YOUR TASK. The listing below is to be written out word for word, minus its images.
===== GIVEN RECORDS
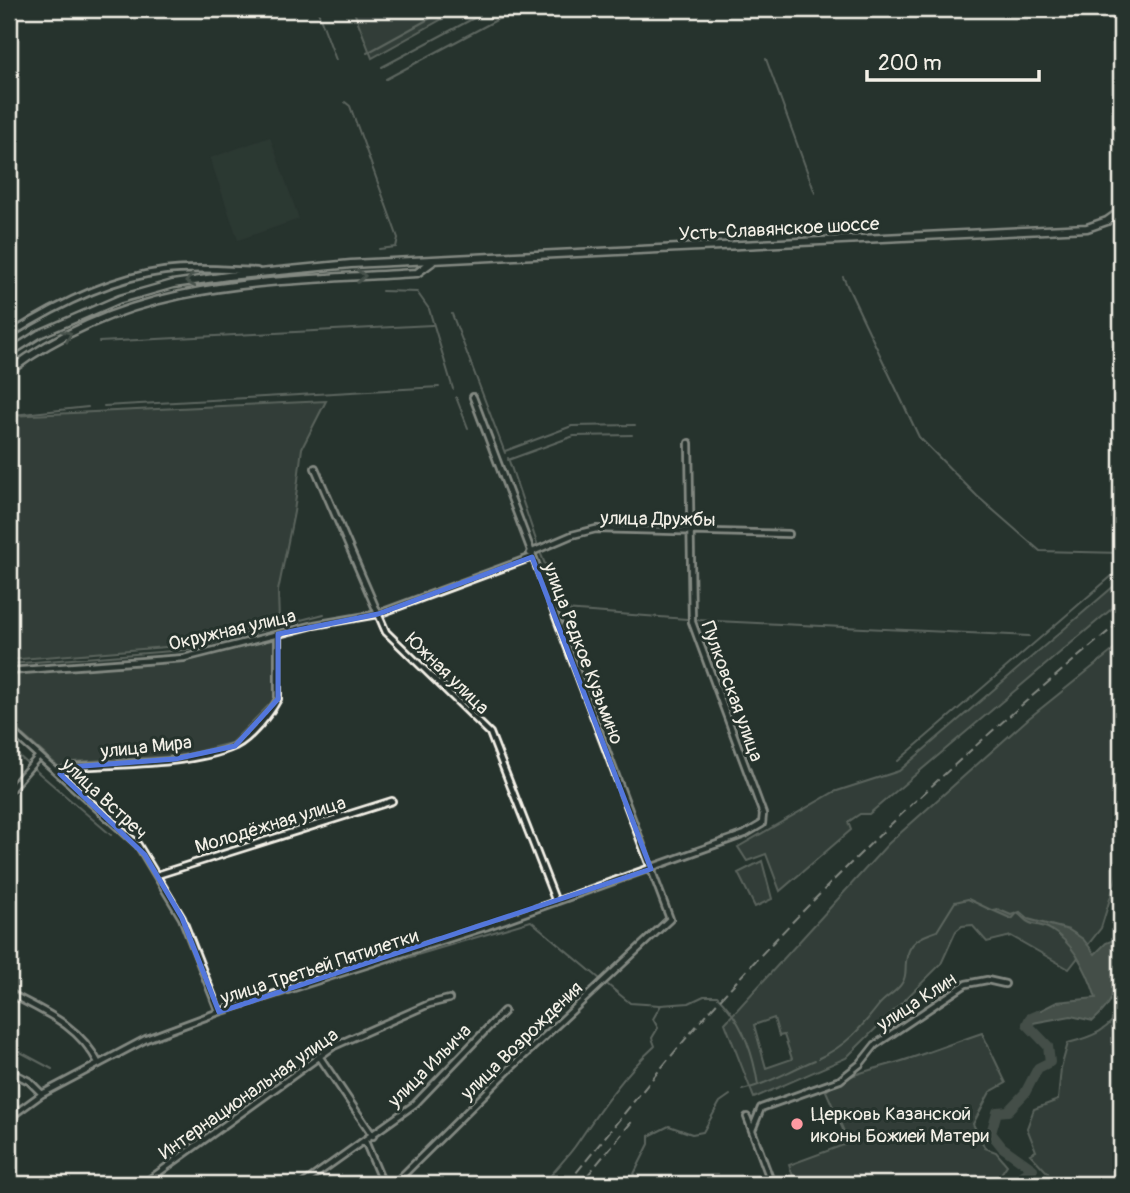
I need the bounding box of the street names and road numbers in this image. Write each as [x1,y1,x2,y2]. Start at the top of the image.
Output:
street label: Усть-Славянское шоссе [678,212,881,246]
street label: улица Дружбы [599,506,716,532]
street label: улица Редкое Кузьмино [537,558,629,748]
street label: Окружная улица [166,604,298,656]
street label: Пулковская улица [696,618,769,765]
street label: Южная улица [400,628,494,720]
street label: улица Мира [98,730,193,764]
street label: улица Встреч [56,752,152,845]
street label: Молодёжная улица [192,791,349,859]
street label: улица Третьей Пятилетки [216,923,422,1011]
street label: улица Клин [871,967,961,1037]
street label: улица Возрождения [455,976,588,1106]
street label: улица Ильича [382,1019,477,1113]
street label: Интернациональная улица [154,1023,343,1165]

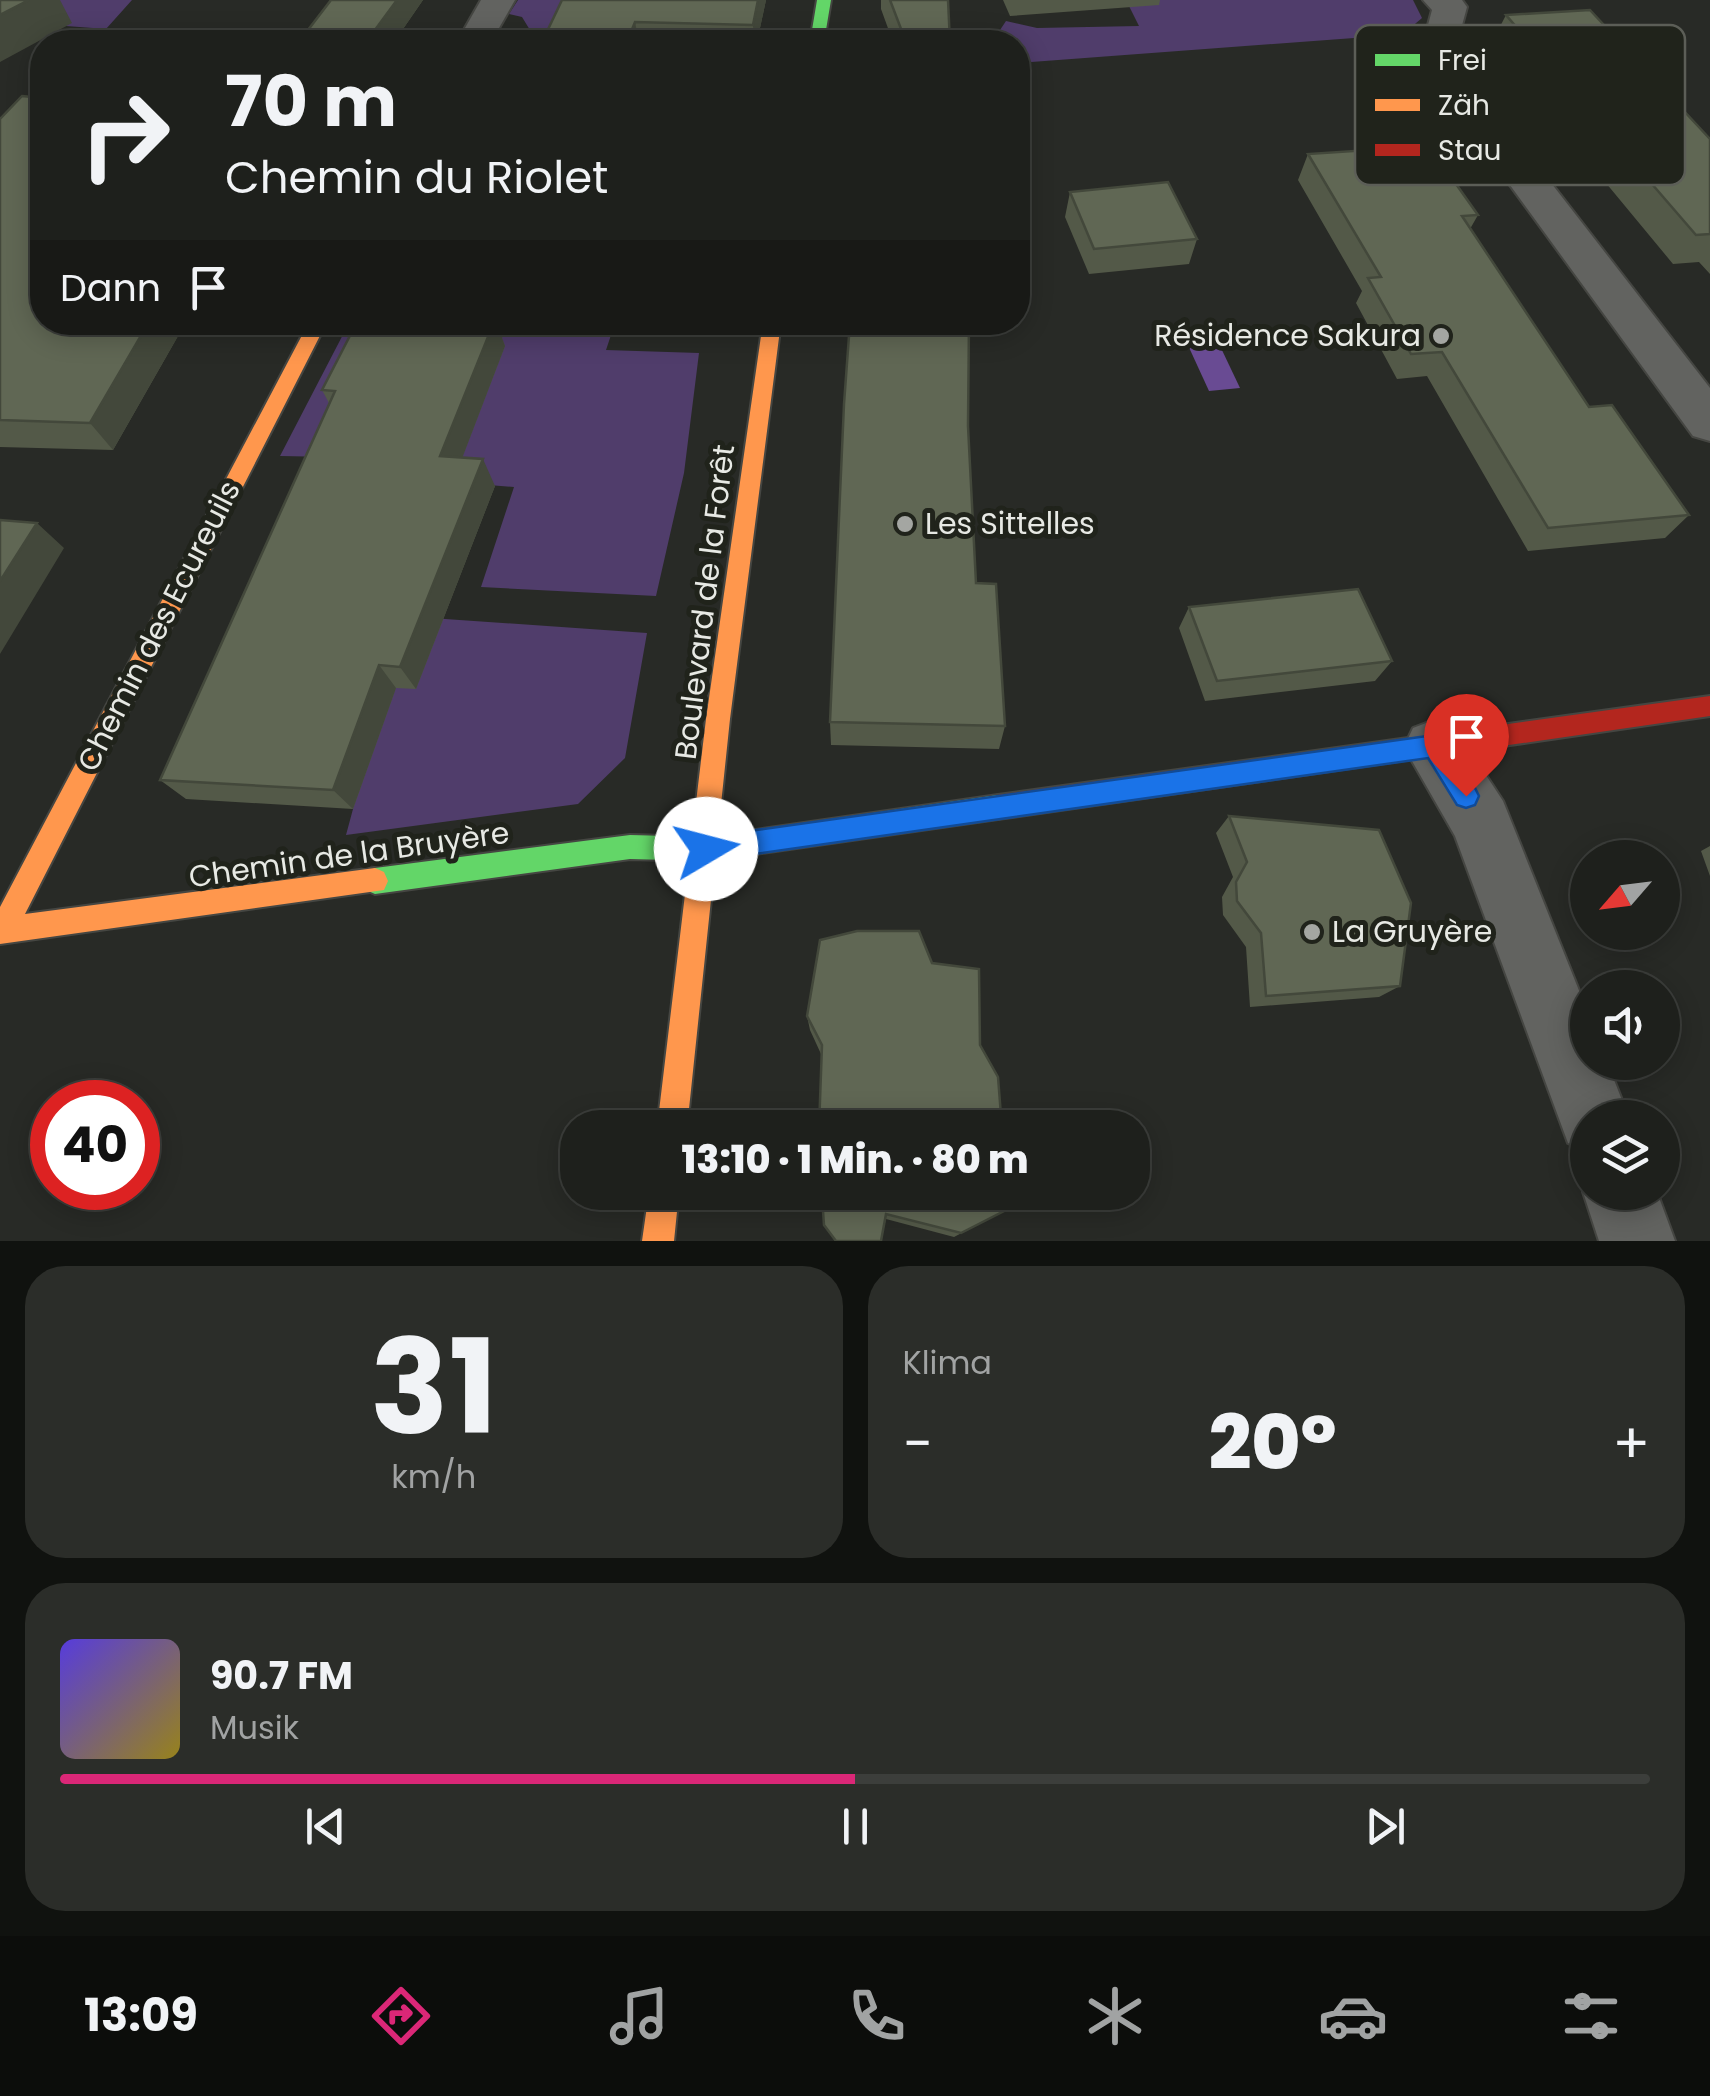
==========
ANSWER TO THIS EXERCISE.
I need the bounding box of the street names and road numbers in this image. Write each as [x1,y1,x2,y2]. Start at the top of the image.
Output:
street label: Усть-Славянское шоссе [678,212,881,246]
street label: улица Дружбы [599,506,716,532]
street label: улица Редкое Кузьмино [537,558,629,748]
street label: Окружная улица [166,604,298,656]
street label: Пулковская улица [696,618,769,765]
street label: Южная улица [400,628,494,720]
street label: улица Мира [98,730,193,764]
street label: улица Встреч [56,752,152,845]
street label: Молодёжная улица [192,791,349,859]
street label: улица Третьей Пятилетки [216,923,422,1011]
street label: улица Клин [871,967,961,1037]
street label: улица Возрождения [455,976,588,1106]
street label: улица Ильича [382,1019,477,1113]
street label: Интернациональная улица [154,1023,343,1165]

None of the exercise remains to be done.